Callusses and Life

by Robert Maxwell

The first time I lifted heavy, I got blisters the next day. My soft adolescent hands weren't ready for the abrasion of a heavy barbell pulling downward with the relentless strength of gravity. I had three choices: quit, start wearing gloves, or train bare handed until my skin thickened and the barbell no longer hurt. I chose gloves. At first it seemed like a perfect solution, but then I got stronger. I could lift more weight, but the barbell kept slipping in my gloved hands. With a layer of soft leather between my fingers and the weight, I couldn't maintain my grip long enough to finish my sets. Off came the gloves, and the blisters returned. This time I knew I had to stick it out. I kept lifting, and the blisters popped. They bled. I didn't stop. After two weeks I noticed the skin of my palms at the bottom of each finger had grown thick and yellowish. I could poke it with a pin and it barely hurt. Best of all, I could pick up the barbell without feeling like I was rubbing my hands on a hoof rasp. I'd learned a valuable lesson about perseverance and mental toughness. Shying away from discomfort keeps you weak. Facing it head on makes you strong.


No one starts off tough. Toughness is built, not born. Everyone faces adverse situations, and how you respond to these determines your physical and mental strength. Every painful situation offers a choice: shy away and find an easier path, or plough through the discomfort, reaping the rewards on the other side. The Man Factory is about urging you to embrace the second option. That goes for exercise and life in general. When faced with challenges, each choice you make contributes to your character, either for good or ill. If you're serious about getting mentally and physically tough and strong, it's vital to keep this in mind. Here are four strategies for harnessing challenges in your life to boost your toughness and become a better man.


Don't Shy Away From Pain

Robert Frost wrote the famous line "Two roads diverged in a wood, and I— I took the one less traveled by, and that has made all the difference." Nowadays, choosing to face pain head on is certainly the road less travelled by. In our modern, affluent society, pain and discomfort have become enemies. We forget that only a few generations ago they were constant companions. Ways of life. Years of innovation have allowed us to live safe, nearly painless lives, insulated from the harsh realities of the natural world. Trouble is, human beings are designed to struggle. Without adversity, we grow soft mentally and physically. I'm convinced this is why many people turn to exercise. They have an innate need to overcomes painful challenges, and if their life has none, they create them. Whether in or out of the weight room, don't be afraid of pain. If enduring it will achieve something great, embrace it. Not for its own sake, but for yours.
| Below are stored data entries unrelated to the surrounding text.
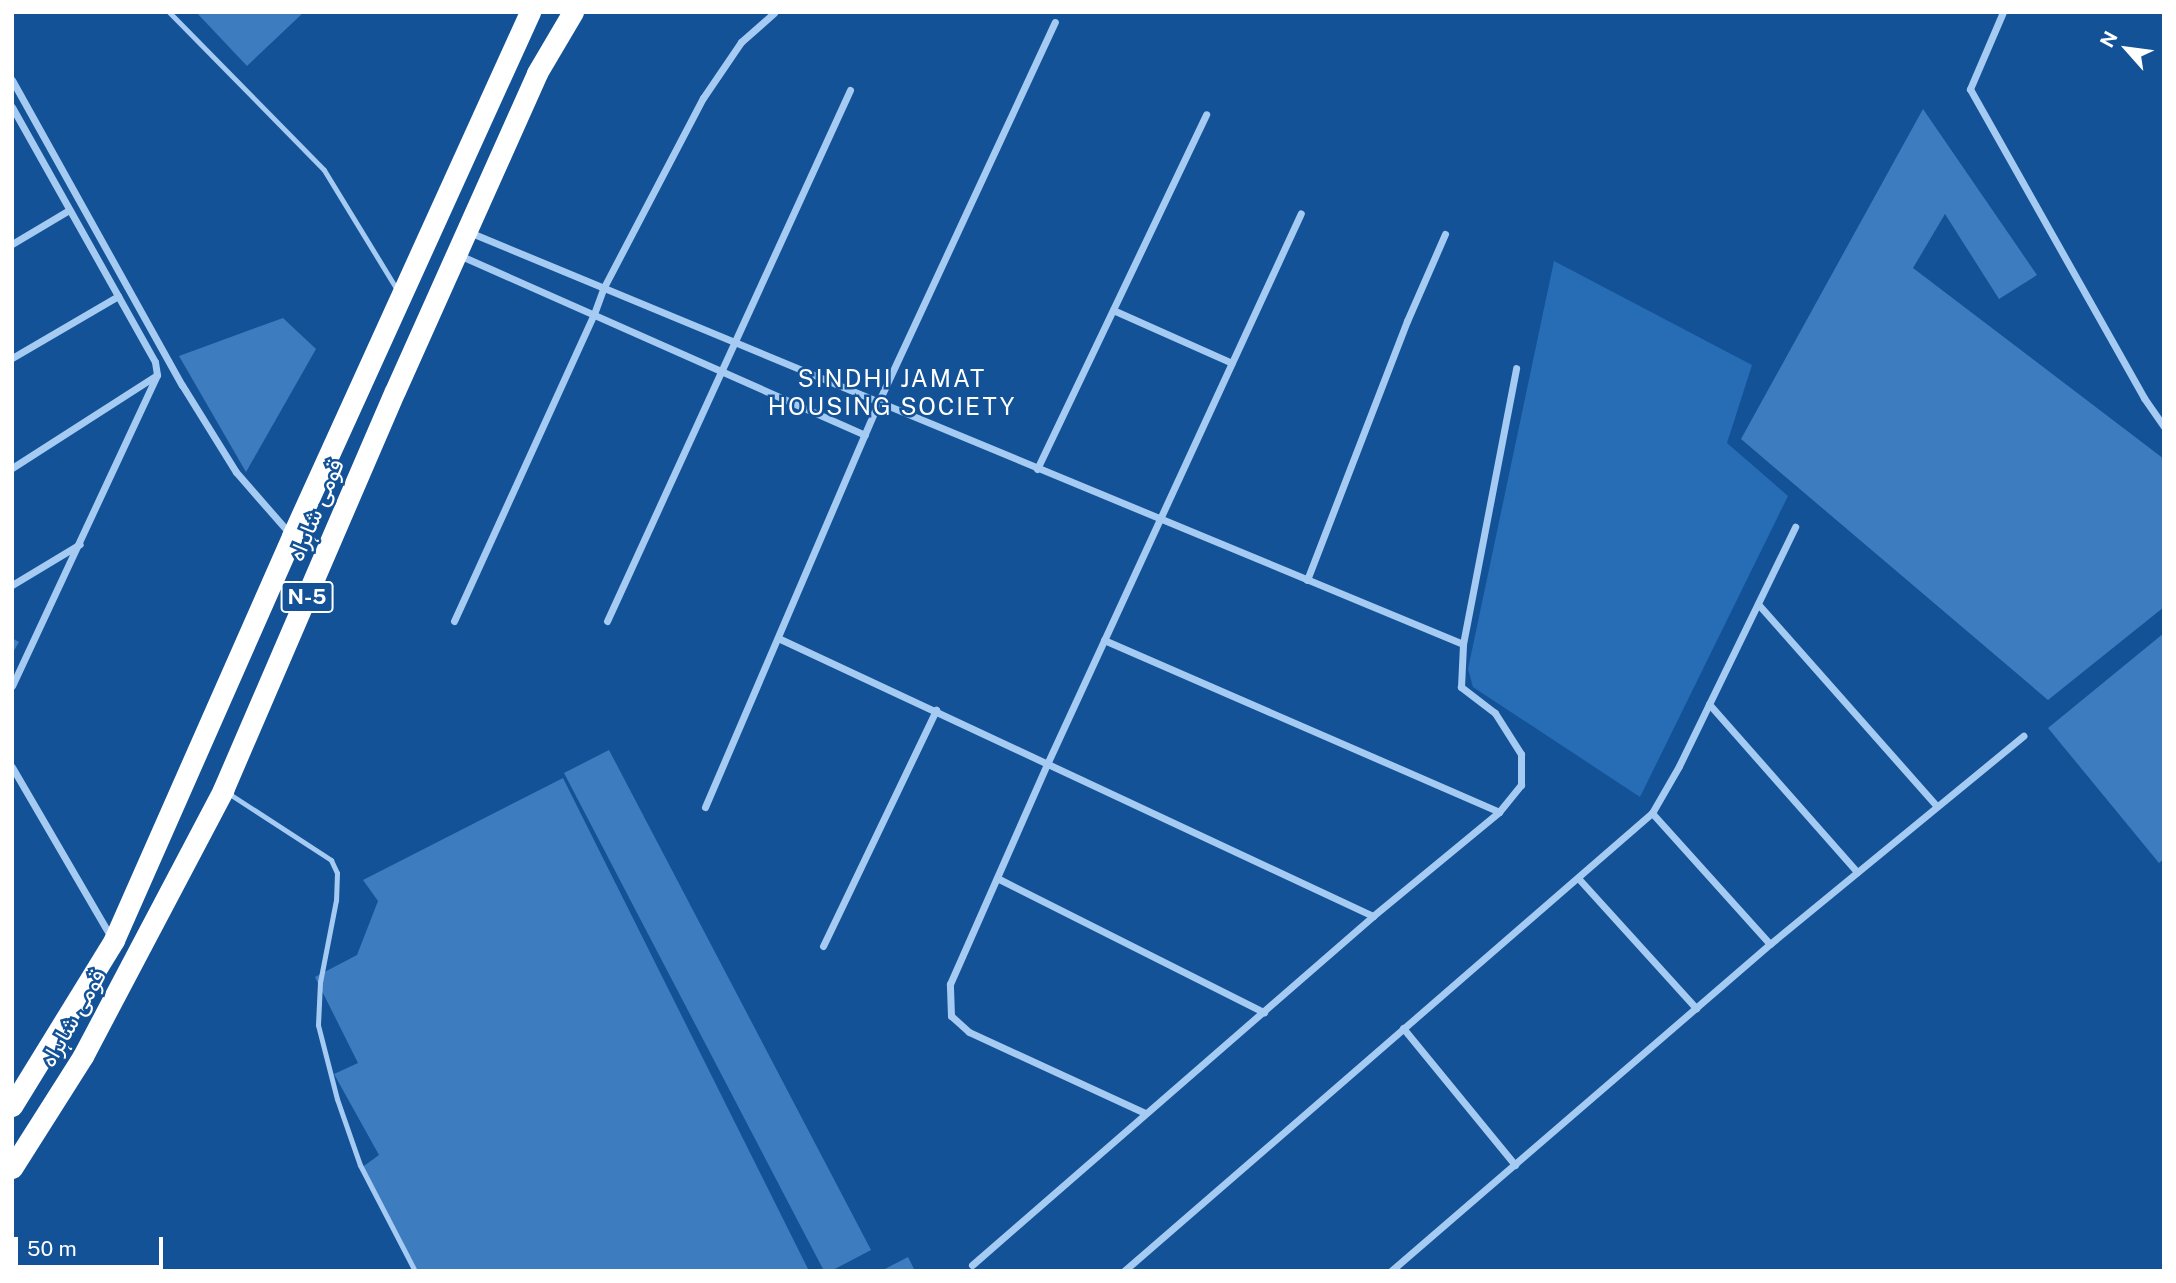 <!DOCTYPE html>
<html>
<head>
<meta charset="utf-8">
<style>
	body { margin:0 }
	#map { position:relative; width:2176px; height:1283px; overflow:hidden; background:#135297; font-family:"Public Sans",Vazirmatn,sans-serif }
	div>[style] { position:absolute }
	.green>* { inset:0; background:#266db6 }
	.building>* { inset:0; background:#3c7cbf }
	.lane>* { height:5px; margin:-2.5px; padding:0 2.5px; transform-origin:2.5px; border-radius:2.5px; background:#a5cbf3 }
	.street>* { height:7px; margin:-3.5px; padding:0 3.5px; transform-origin:3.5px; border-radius:3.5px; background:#a5cbf3 }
	.highway>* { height:21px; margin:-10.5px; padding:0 10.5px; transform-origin:10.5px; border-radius:10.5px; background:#fff }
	span { translate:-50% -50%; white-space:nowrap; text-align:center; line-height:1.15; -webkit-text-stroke:5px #135297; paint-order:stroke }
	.shield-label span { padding:2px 5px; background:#135297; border:2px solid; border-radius:5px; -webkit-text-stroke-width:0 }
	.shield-label { font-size:21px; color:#fff; font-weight:700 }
	.street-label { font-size:23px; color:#fff }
	.neighbourhood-label { font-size:24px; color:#fff; letter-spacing:2px }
	.frame { position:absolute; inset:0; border:14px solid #fff; pointer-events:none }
	.north { position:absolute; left:2092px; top:14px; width:70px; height:70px; -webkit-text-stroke:5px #135297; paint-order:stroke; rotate:298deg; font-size:19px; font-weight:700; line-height:28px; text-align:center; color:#fff }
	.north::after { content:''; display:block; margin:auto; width:24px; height:32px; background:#fff; clip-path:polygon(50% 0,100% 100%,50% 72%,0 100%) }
	.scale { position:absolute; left:14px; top:1237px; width:149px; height:32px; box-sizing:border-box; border:4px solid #fff; border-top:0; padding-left:9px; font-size:21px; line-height:24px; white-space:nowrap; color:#fff; -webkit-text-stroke:5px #135297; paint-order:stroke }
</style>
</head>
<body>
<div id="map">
	<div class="green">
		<div style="clip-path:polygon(1554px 261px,1752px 365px,1727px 443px,1788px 496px,1640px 797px,1473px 687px,1468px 669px)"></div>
	</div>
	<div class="building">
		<div style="clip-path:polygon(196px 12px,304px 12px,247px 66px)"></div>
		<div style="clip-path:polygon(1923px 109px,2037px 275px,1999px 299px,1945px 214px,1913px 268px,2164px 459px,2164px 607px,2048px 700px,1741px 439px)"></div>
		<div style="clip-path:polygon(283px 318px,316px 349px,246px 472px,179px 356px)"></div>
		<div style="clip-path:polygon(2164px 633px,2164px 859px,2159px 863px,2048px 728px)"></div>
		<div style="clip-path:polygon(12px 638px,19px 642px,12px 654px)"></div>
		<div style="clip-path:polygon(609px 750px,871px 1250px,831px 1271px,824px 1271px,564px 773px)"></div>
		<div style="clip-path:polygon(563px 778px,809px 1271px,415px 1271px,361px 1168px,379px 1155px,334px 1074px,358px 1063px,315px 977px,357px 955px,378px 901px,363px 880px)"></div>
		<div style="clip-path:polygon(908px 1257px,915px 1271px,881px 1271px)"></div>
	</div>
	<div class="lane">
		<div style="left:169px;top:12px;width:221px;rotate:45.5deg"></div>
		<div style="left:324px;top:170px;width:142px;rotate:58.6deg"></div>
		<div style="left:228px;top:793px;width:123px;rotate:33deg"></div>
		<div style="left:331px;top:860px;width:14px;rotate:65deg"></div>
		<div style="left:337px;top:873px;width:27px;rotate:92deg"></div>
		<div style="left:336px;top:900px;width:84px;rotate:101deg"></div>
		<div style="left:320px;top:982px;width:43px;rotate:92.7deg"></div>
		<div style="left:318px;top:1025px;width:76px;rotate:75.6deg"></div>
		<div style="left:337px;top:1099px;width:70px;rotate:70.8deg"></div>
		<div style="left:360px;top:1165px;width:119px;rotate:62.6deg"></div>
	</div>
	<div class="street">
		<div style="left:2003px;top:12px;width:84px;rotate:113.2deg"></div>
		<div style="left:1970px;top:89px;width:355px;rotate:60.6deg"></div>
		<div style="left:2144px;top:398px;width:35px;rotate:55deg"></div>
		<div style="left:12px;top:80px;width:349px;rotate:60.9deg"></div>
		<div style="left:182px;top:385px;width:102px;rotate:58.2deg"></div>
		<div style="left:236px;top:472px;width:84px;rotate:48.9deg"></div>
		<div style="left:12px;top:107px;width:292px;rotate:60.7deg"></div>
		<div style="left:155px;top:362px;width:13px;rotate:81deg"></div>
		<div style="left:157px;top:375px;width:343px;rotate:115deg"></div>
		<div style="left:469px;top:232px;width:1076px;rotate:22.51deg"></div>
		<div style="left:12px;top:244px;width:66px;rotate:-30.8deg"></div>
		<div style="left:459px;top:255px;width:444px;rotate:23.9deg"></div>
		<div style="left:1113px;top:310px;width:130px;rotate:24deg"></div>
		<div style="left:12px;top:358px;width:123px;rotate:-30.3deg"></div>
		<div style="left:12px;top:468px;width:172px;rotate:-32.7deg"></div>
		<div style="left:1037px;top:469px;width:393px;rotate:-64.5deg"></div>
		<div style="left:1307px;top:580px;width:278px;rotate:-68.9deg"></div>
		<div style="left:1407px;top:321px;width:95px;rotate:-66.4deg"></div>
		<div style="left:12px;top:585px;width:79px;rotate:-31.1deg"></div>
		<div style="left:1758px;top:604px;width:270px;rotate:48.5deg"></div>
		<div style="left:454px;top:621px;width:337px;rotate:-65.5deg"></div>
		<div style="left:594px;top:314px;width:27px;rotate:-70deg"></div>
		<div style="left:603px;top:289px;width:216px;rotate:-62.4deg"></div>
		<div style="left:703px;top:98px;width:68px;rotate:-55.8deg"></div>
		<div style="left:741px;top:42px;width:44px;rotate:-41.3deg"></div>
		<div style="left:607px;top:621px;width:584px;rotate:-65.41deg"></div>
		<div style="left:778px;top:638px;width:657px;rotate:25.04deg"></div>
		<div style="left:1104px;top:640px;width:431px;rotate:23.5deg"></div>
		<div style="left:1709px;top:704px;width:224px;rotate:48.6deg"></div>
		<div style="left:12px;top:767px;width:197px;rotate:59.8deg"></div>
		<div style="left:705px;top:807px;width:439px;rotate:-66.8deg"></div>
		<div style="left:878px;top:403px;width:420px;rotate:-65.1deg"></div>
		<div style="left:1652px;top:813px;width:176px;rotate:48deg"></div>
		<div style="left:997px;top:878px;width:299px;rotate:26.7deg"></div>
		<div style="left:1578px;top:878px;width:176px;rotate:47.8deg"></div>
		<div style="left:823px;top:946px;width:262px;rotate:-64.4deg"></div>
		<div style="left:1403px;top:1028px;width:177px;rotate:50.7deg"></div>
		<div style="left:1145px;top:1113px;width:194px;rotate:-155.3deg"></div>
		<div style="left:969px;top:1032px;width:24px;rotate:-138deg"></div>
		<div style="left:951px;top:1016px;width:32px;rotate:-92deg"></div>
		<div style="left:950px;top:984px;width:243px;rotate:-66.2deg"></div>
		<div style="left:1048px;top:762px;width:604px;rotate:-65.26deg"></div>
		<div style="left:972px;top:1265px;width:532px;rotate:-41.03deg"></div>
		<div style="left:1373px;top:916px;width:163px;rotate:-39.5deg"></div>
		<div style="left:1499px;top:812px;width:35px;rotate:-51deg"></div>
		<div style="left:1521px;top:785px;width:31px;rotate:-90deg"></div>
		<div style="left:1521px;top:754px;width:49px;rotate:-122.4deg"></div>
		<div style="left:1495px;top:713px;width:43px;rotate:-142.6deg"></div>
		<div style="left:1461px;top:687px;width:43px;rotate:-87.3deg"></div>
		<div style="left:1463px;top:644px;width:281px;rotate:-79.1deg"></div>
		<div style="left:1124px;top:1271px;width:699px;rotate:-40.94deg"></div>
		<div style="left:1652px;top:813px;width:54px;rotate:-60.1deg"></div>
		<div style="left:1679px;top:766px;width:266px;rotate:-64.1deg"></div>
		<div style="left:1391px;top:1271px;width:501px;rotate:-40.79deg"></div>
		<div style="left:1770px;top:944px;width:328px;rotate:-39.4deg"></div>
	</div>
	<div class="highway">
		<div style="left:12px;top:1106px;width:195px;rotate:-58.4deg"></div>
		<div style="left:114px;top:940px;width:441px;rotate:-66.2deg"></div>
		<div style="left:292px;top:536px;width:576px;rotate:-65.57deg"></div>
		<div style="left:12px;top:1168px;width:133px;rotate:-57.6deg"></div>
		<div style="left:83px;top:1056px;width:301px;rotate:-62.2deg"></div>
		<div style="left:223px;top:790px;width:434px;rotate:-66.7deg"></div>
		<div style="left:395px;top:391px;width:348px;rotate:-65.9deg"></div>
		<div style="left:537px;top:73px;width:71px;rotate:-59.5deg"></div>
	</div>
	<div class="shield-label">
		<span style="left:307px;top:597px">N-5</span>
	</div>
	<div class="street-label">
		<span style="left:316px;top:510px;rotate:-67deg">قومی شاہراہ</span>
		<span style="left:73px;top:1018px;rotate:-60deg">قومی شاہراہ</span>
	</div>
	<div class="neighbourhood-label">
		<span style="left:892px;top:393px">SINDHI JAMAT<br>HOUSING SOCIETY</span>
	</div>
	<div class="frame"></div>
	<div class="north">N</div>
	<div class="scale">50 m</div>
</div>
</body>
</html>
Make Manual Labour PArt of Your Life

If your day job involves a lot of sitting, you might find the idea of hard physical work distasteful. Do some anyway. I earn most of my money at the computer, so I understand the temptation to stay on your padded chair, where the biggest risk is a mild case of carpal tunnel syndrome. This isn't good for you physically or mentally. I'm not suggesting you change what you do for a living, but if that living is earned without sweat, you should find something useful to do between shifts that challenges you physically. There's nothing quite like the sense of accomplishment that comes after a productive day of working with your hands. I've never enjoyed this same sense of satisfaction after a day at the computer, no matter how many websites or videos I create. The ability to push through tough physical work is something every man should have, whether or not their livelihood depends on it. Even men who spend their entire careers at a desk will eventually face situations where being physically capable is a big advantage.


Exercise REgularly

This should go without saying, but if you're not doing some form of challenging exercise regularly, you won't be physically normal. Human bodies are designed for exertion. Without it we suffer all sorts of consequences: weak muscles, bad backs, seemingly random aches and pains, and an inability to lift even light objects without pulling something. This is no way to live. Maybe you've convinced yourself you don't have time for exercise. If so, I refer you to this article. Perhaps you know you should be training, but can't muster the motivation to start. Now's the time to change that. Don't wait until you throw a spinal disc lifting a paperclip. Start staving off weakness now. Remember these wise words from Mark Rippetoe in his book Starting Strength: "Exercise is not a thing we do to fix a problem - it is a thing we must do anyway, a thing without which there will always be problems."


Seek Out Worthwhile Challenges

Life isn't just about existing. It's about overcoming worthwhile challenges. When I was in high school, I pitied many of peers who seemed to have no idea what they wanted in life. They felt pressured to make a decision, while I couldn't wait to make mine. This unfortunate condition isn't unique to teenagers, either. Far too many adults live what Thoreau called "lives of quiet desperation", plugging away at their menial jobs, slowly losing hope that life can ever be anything but mundane and repetitive. That's where having a passion can help. If you're not passionate about your work, find a hobby. Something constructive and challenging that you can really throw yourself into. For me, it's building my body and my home. For you it might be learning a foreign language, starting a business or training for your first marathon. Whatever proverbial mountain gets you excited, strap on your alpine boots and start climbing.